A week ago today the battery charge against Tommy Robinson was dismissed by the bench (panel) of the Peterborough Magistrates’ Court. Thanks to the generosity of his supporters all over the world, Tommy walked out of court that afternoon a free man.
The next day, during a proverbial chat beside the stove, Dymphna and I were discussing this marvelous outcome. She wondered out loud about what would happen to Tommy: “They didn’t lock him up. They haven’t been able to kill him. What’s next?”
“I don’t know,” I said. “Maybe it’s time for Tommy to trample out the vintage where the grapes of wrath are stored.”*
My sense was (and is) that the wind is beginning to shift. Tommy’s belated escape from “justice” is just one instance of good news in an area that has produced virtually nothing but bad news for more than a decade.
Change is now in the air.
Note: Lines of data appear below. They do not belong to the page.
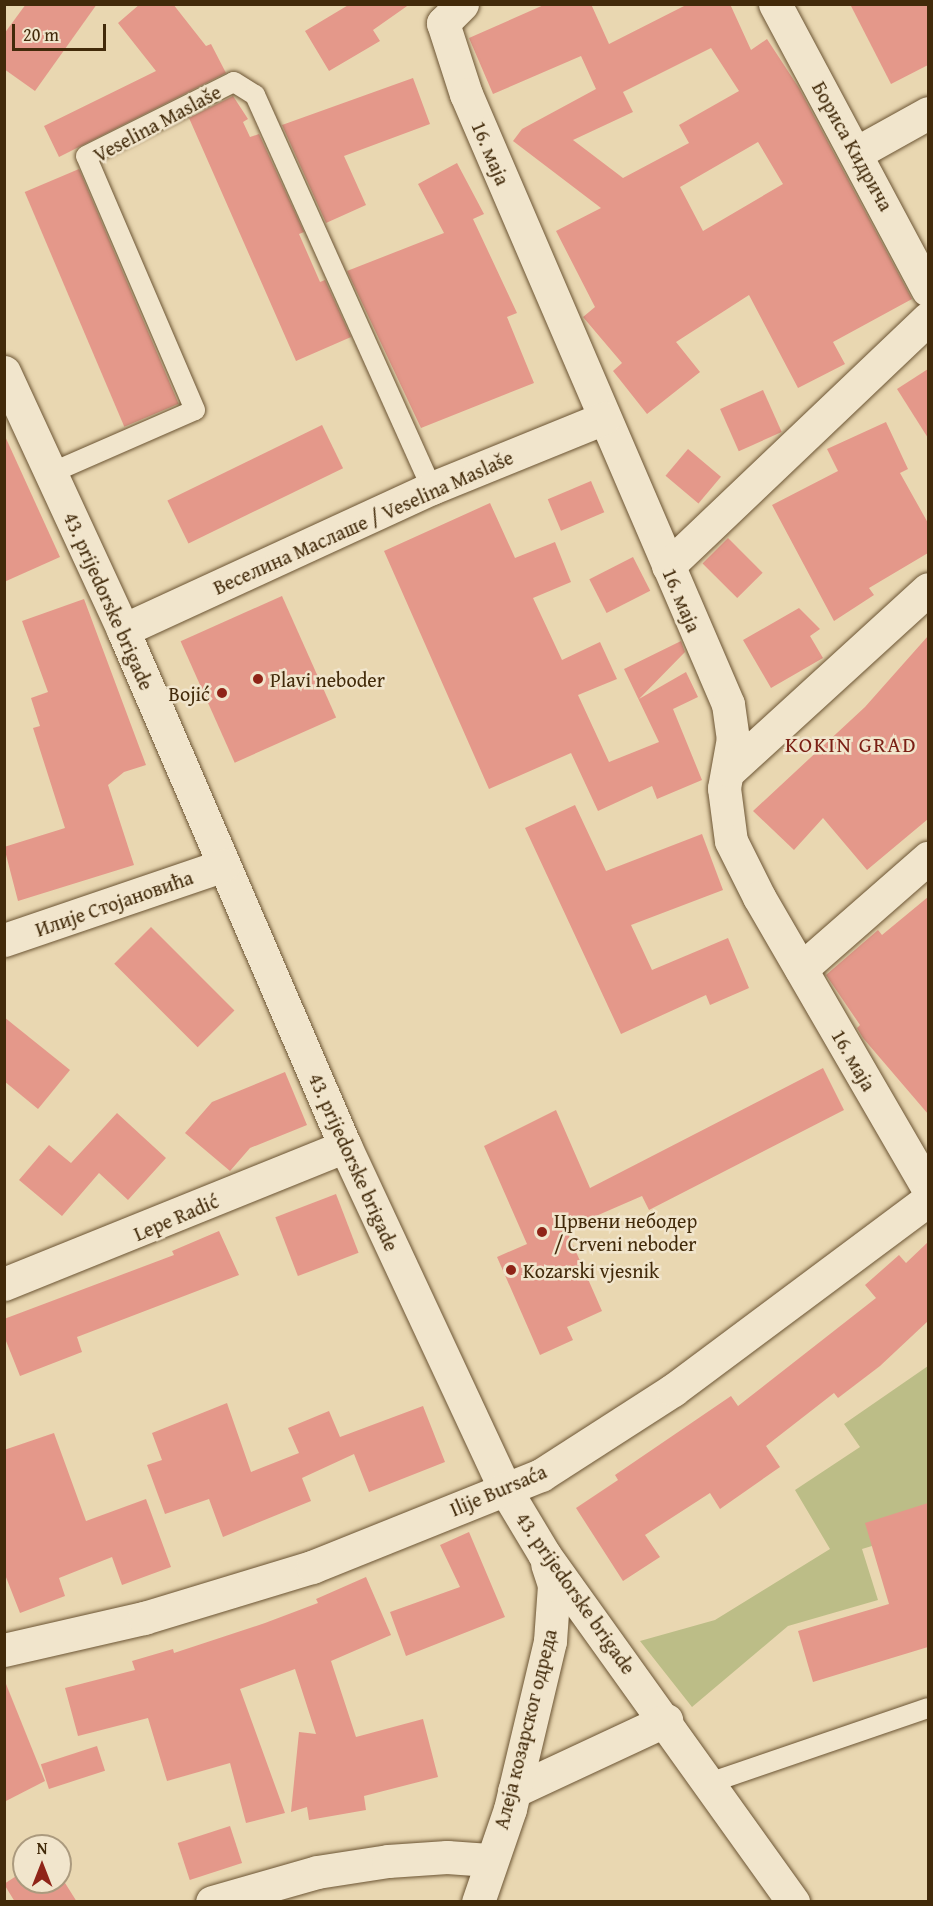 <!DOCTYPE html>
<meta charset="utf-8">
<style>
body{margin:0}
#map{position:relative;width:933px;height:1906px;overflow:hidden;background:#e9d7b1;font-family:"Gentium Book Plus",serif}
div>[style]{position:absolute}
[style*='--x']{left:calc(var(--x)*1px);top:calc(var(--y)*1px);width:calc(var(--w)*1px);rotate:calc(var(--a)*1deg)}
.green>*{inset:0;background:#bcbd87}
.building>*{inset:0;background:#e4988a;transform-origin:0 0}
.roads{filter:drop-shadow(0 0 2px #6c5534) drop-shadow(0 0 2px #6c5534)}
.lane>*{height:20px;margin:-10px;padding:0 10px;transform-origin:10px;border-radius:10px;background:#f1e5cc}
.street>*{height:33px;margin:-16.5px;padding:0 16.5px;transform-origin:16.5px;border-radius:16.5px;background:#f1e5cc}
.dots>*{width:16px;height:16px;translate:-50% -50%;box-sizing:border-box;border:3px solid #f1e5cc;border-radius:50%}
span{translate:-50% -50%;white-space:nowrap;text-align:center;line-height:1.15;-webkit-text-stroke:5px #f1e5cc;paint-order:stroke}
.street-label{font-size:20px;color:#422a0a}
.poi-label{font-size:20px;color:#422a0a}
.left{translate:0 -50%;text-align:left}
.right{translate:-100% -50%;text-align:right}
.quarter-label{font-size:22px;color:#7a1f14;letter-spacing:1.5px}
.frame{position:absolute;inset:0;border:6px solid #422a0a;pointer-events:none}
.north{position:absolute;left:12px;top:1834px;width:60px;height:60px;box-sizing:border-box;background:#f1e5cc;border:2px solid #ab9a7e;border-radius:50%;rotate:0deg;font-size:16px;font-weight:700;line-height:24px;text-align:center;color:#422a0a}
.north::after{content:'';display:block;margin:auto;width:21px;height:27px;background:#8f2418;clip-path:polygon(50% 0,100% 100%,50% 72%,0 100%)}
.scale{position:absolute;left:12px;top:24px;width:94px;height:27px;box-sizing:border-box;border:3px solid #422a0a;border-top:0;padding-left:8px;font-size:18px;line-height:21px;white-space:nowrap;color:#422a0a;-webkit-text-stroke:4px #f1e5cc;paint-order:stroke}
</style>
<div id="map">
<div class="green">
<div style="clip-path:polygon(928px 1366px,928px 1529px,862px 1549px,878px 1600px,788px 1626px,692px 1707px,640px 1641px,715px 1620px,830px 1549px,795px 1490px,860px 1447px,844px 1424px)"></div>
</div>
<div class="building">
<div style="clip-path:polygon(26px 4px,97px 4px,35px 91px,4px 69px,4px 34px)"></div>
<div style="clip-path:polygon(140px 4px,173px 4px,206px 46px,211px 44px,226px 73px,59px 157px,44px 126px,156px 71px,118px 23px)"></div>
<div style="clip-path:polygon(350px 4px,410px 4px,373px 30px,380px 41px,329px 71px,305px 31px)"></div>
<div style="clip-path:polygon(evenodd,546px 4px,591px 4px,609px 44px,688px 4px,730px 4px,751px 50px,767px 39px,799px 88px,912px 299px,833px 342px,845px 364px,798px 388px,749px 295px,676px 342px,700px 372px,647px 414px,613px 371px,622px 363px,583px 317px,595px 307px,556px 231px,601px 208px,513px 141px,522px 129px,596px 89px,581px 56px,493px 94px,469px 38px,546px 4px,711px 48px,739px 91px,679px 125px,689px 143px,623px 178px,573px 140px,633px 112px,623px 92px,711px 48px,546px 4px,758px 142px,783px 184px,703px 231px,680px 187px,758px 142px)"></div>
<div style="clip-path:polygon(850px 4px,928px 4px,928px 65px,891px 84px)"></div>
<div style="clip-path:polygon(413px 78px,430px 124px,344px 156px,366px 205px,326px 223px,282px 125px)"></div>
<div style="clip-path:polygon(233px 96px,248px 119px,243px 122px,250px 137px,259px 134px,304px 232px,299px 234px,320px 282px,325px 280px,351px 337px,296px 361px,189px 118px)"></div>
<div style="clip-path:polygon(457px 163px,484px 214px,473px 219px,517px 313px,507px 317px,534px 383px,421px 428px,347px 271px,444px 233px,418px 184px)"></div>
<div style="left:79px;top:169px;width:255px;height:59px;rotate:67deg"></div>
<div style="clip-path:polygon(928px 369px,928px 438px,897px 389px)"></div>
<div style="left:763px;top:390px;width:46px;height:47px;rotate:66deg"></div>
<div style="clip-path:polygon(886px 422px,908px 469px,900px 473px,928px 523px,928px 553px,869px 588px,874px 595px,834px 621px,772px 505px,838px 471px,827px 449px)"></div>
<div style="left:322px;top:425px;width:48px;height:172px;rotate:64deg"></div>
<div style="clip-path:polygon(4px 434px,60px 557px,4px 582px)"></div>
<div style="left:688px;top:449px;width:43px;height:35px;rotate:40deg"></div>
<div style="left:591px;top:481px;width:34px;height:47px;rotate:67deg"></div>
<div style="clip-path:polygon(490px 503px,515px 558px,555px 542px,571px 582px,533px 598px,562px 660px,600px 642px,617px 679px,578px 695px,609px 762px,659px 742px,624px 669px,681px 641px,685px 652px,639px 699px,686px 672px,698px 697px,673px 709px,702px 780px,657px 799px,652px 786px,598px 811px,571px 753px,489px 789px,384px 551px)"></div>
<div style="left:728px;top:538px;width:49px;height:36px;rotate:45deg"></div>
<div style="left:633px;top:557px;width:38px;height:49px;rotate:63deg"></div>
<div style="left:282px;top:596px;width:133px;height:111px;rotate:66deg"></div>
<div style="clip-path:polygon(84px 599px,146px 765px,124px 772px,108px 785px,134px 865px,18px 901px,4px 847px,65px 828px,33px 728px,40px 726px,31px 698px,48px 692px,22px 621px)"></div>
<div style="clip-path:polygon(799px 608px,820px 629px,810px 636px,823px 658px,771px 688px,743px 640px)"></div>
<div style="clip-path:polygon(928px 636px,928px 819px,867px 870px,823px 818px,794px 850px,753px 811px,865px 707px)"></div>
<div style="clip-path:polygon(575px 805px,606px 871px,702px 834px,723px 890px,631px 925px,652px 970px,728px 938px,749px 988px,710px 1005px,706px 995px,621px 1034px,525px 828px)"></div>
<div style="clip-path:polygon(928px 897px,928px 1114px,863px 1038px,857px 1028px,860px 1025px,826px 975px,878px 930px,882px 935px)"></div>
<div style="left:151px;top:927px;width:118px;height:52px;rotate:45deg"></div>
<div style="clip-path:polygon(4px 1017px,70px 1070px,38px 1109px,4px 1081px)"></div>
<div style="clip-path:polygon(823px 1068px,844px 1110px,649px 1210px,642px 1196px,566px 1229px,602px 1311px,567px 1327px,573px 1340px,540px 1355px,497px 1257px,527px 1244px,484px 1146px,556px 1110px,590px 1188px)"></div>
<div style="clip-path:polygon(285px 1072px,307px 1125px,250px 1148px,230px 1171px,185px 1133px,212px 1102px)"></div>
<div style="clip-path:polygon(117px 1113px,166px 1158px,128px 1200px,99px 1173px,62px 1216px,19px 1180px,49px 1145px,71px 1163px)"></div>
<div style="left:336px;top:1194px;width:63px;height:65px;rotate:69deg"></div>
<div style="clip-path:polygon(219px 1231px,239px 1275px,77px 1337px,82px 1352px,20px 1376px,4px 1336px,4px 1319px,174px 1255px,172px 1251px)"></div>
<div style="clip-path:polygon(928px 1242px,928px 1321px,880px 1366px,838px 1398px,834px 1393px,766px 1446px,780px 1467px,720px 1509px,710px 1493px,645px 1535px,660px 1557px,623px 1581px,576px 1508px,618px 1480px,615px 1475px,731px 1396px,738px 1406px,876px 1298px,865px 1285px,899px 1255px,906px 1263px)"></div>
<div style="clip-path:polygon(227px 1403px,251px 1472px,299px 1453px,288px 1428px,329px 1411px,340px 1437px,423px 1406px,445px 1462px,369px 1492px,354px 1454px,302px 1478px,311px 1501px,223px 1537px,209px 1499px,165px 1514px,147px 1465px,162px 1460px,152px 1433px)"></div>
<div style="clip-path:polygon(54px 1433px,86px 1521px,146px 1499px,171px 1567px,122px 1585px,112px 1557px,59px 1578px,65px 1596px,20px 1613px,4px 1572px,4px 1450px)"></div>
<div style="clip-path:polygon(928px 1503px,928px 1647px,813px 1682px,798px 1631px,889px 1604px,865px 1523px)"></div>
<div style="clip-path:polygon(469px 1532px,505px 1617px,406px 1656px,390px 1612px,460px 1587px,440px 1545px)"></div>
<div style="clip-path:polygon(366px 1577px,391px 1635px,331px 1661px,356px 1737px,423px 1719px,438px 1777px,364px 1796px,366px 1810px,309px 1820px,307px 1807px,291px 1812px,299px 1732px,316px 1734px,295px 1669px,240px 1689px,285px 1813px,246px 1823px,230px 1763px,167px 1781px,148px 1718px,78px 1736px,65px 1688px,135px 1670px,132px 1661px,173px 1649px,174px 1653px,265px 1623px,318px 1603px,316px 1599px)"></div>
<div style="clip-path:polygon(4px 1679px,45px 1781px,4px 1802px)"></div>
<div style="left:97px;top:1746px;width:26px;height:59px;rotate:72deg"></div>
<div style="left:230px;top:1826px;width:39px;height:55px;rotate:72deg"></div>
<div style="clip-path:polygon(24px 1871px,24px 1882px,60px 1882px,60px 1875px,77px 1902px,15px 1902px,4px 1884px)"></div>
</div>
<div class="roads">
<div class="lane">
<div style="--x:51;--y:473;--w:157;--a:-23.6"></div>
<div style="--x:195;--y:410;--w:276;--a:-113.2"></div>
<div style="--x:86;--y:156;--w:165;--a:-26.6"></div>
<div style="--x:234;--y:82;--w:25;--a:32"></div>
<div style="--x:255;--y:95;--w:431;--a:65.8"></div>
<div style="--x:712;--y:1782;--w:228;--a:-18.9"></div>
</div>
<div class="street">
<div style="--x:462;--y:4;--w:27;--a:135"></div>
<div style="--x:443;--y:23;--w:75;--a:72.1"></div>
<div style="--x:466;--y:94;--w:664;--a:66.76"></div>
<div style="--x:728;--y:704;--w:34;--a:82"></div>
<div style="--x:733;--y:738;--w:51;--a:100.2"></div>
<div style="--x:724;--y:788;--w:53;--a:82.5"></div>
<div style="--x:731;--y:841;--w:63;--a:63.4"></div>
<div style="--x:759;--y:897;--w:337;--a:59.9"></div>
<div style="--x:775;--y:4;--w:324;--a:61.9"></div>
<div style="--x:858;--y:152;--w:80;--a:-29.1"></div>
<div style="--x:4;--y:372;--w:284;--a:65.2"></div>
<div style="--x:123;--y:630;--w:562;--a:66.72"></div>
<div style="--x:345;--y:1146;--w:378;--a:65"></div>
<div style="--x:505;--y:1489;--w:76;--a:59"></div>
<div style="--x:544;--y:1554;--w:428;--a:54.4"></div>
<div style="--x:668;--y:566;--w:359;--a:-43.6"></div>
<div style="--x:123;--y:630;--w:340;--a:-24.7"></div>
<div style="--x:432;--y:488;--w:186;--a:-22.1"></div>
<div style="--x:730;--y:770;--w:268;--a:-42.4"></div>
<div style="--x:4;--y:940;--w:232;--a:-18.8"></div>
<div style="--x:801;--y:969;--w:169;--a:-41.2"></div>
<div style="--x:4;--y:1284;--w:368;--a:-22"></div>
<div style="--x:4;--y:1650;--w:144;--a:-12.9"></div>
<div style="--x:144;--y:1618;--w:176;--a:-16.9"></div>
<div style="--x:312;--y:1567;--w:247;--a:-21.9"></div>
<div style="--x:541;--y:1475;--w:157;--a:-32.8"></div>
<div style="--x:673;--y:1390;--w:318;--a:-36.7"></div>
<div style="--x:514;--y:1791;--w:168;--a:-25"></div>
<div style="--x:212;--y:1902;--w:109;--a:-15.9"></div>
<div style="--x:317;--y:1872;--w:72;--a:-8.8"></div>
<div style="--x:388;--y:1861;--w:59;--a:-3.9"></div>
<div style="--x:447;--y:1857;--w:42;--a:4.1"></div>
<div style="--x:478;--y:1902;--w:98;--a:-71"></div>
<div style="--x:510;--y:1809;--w:173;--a:-76.6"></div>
<div style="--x:550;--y:1641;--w:56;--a:-85.9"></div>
<div style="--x:554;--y:1585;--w:22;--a:-108"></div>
</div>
</div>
<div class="dots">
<div style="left:258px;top:679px;background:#8f2418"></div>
<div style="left:222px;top:693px;background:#8f2418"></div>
<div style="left:542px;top:1232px;background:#8f2418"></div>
<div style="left:511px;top:1270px;background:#8f2418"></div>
</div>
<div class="street-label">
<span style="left:157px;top:123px;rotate:-28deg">Veselina Maslaše</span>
<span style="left:853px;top:146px;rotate:61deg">Бориса Kидрича</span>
<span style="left:491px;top:153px;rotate:67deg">16. маја</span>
<span style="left:363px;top:522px;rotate:-24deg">Веселина Маслаше / Veselina Maslaše</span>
<span style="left:682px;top:600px;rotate:67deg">16. маја</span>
<span style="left:109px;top:601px;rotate:66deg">43. prijedorske brigade</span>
<span style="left:114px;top:903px;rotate:-19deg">Илије Стојановића</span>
<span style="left:854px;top:1060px;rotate:60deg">16. маја</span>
<span style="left:354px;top:1162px;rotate:66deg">43. prijedorske brigade</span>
<span style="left:176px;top:1217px;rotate:-23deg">Lepe Radić</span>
<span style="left:498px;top:1490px;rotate:-23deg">Ilije Bursaća</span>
<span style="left:576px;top:1593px;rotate:55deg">43. prijedorske brigade</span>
<span style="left:525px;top:1729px;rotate:-76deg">Алеја козарског одреда</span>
</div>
<div class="poi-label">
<span class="left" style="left:270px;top:679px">Plavi neboder</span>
<span class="right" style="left:210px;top:693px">Bojić</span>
<span class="left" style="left:554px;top:1232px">Црвени небодер<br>/ Crveni neboder</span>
<span class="left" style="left:523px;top:1270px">Kozarski vjesnik</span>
</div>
<div class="quarter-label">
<span style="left:851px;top:745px">KOKIN GRAD</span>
</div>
<div class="frame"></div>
<div class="north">N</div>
<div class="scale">20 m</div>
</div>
Helmut Kohl has met with Viktor Orbán. Geert Wilders is the most popular politician in the Netherlands. The Sweden Democrats prevailed in a court case about asylum housing for “refugees”. Alternative for Germany (AfD) achieved major gains during recent regional elections in Germany, and its “Islamophobic” platform now makes daily headlines in the German media.
And Tommy Robinson is still alive. He isn’t even in prison.
The deck is stacked against us. Yet we seem to be on a roll. How can that be?
Twelve years ago, before Theo Van Gogh was murdered by a mujahid, we thought we could say what we liked. Now we know better. Anyone who has been paying attention knows they can get dead with no warning if they say bad things about Islam.
It’s called “self-censorship”. It only takes a couple of jihad operatives with carefully targeted lethal violence, and PRESTO! Infidels enforce sharia anti-blasphemy laws on themselves. A low-cost victory for the jihad; very effective.
The treatment of Tommy Robinson by law enforcement and the “justice” system achieves a similar end. Yes, Tommy prevailed in the end. But he spent months in solitary, lost his teeth, and nearly lost his life. How many people will be willing to go through that just to be able to say, “Islam is not just a religion; it’s a totalitarian political ideology”?
No, thanks. I want to keep my teeth and my life. I’ll pass.
The treatment of Geert Wilders accomplished the same purpose. He’s the leader of the most popular party in the Netherlands, yet he has to live his life like a hunted fugitive, surrounded 24/7 by armed bodyguards, with no opportunity to live like a free man ever again.
Who wants to endure that, just for the privilege of saying, “Islam is not just a religion; it’s a totalitarian political ideology”?
No, thanks. I’d rather be able to walk down the street and sit in a sidewalk café drinking a beer, without worrying about being ventilated.
And yet…. Tommy and Geert are heroes.
To everyone who is paying attention, and is even slightly sympathetic to our cause, Tommy Robinson and Geert Wilders are understood to be heroes.
A hero is willing to make great sacrifices for the cause he believes in. He is even willing to sacrifice his own life rather than give up the struggle.
The enemies of Geert Wilders and Tommy Robinson keep trying to paint them as cynical opportunists, as corrupt operators who are out for nothing but their own personal gain. But it’s impossible to make such accusations stick, given what they have gone through for the sake of what they believe in.
No: to anyone who is paying attention, they are HEROES.
They inspire us. They serve as examples for the rest of us. They remind us that there is something more important than the humdrum comforts we have become accustomed to.
Their lives are a lesson. They say, “Look: this is what a real man does for the sake of what he believes in. Don’t be seduced by all the creature comforts and the easy life. This has real meaning.”
We’re privileged to live at a hinge of history. The door can swing either this way, or that. It can be the easy way, or it can be the Tommy and Geert way.
It’s up to you.
|*||For our non-American readers, the reference is to “The Battle Hymn of the Republic”, an Abolitionist song by Julia Ward Howe that later became a popular patriotic standard.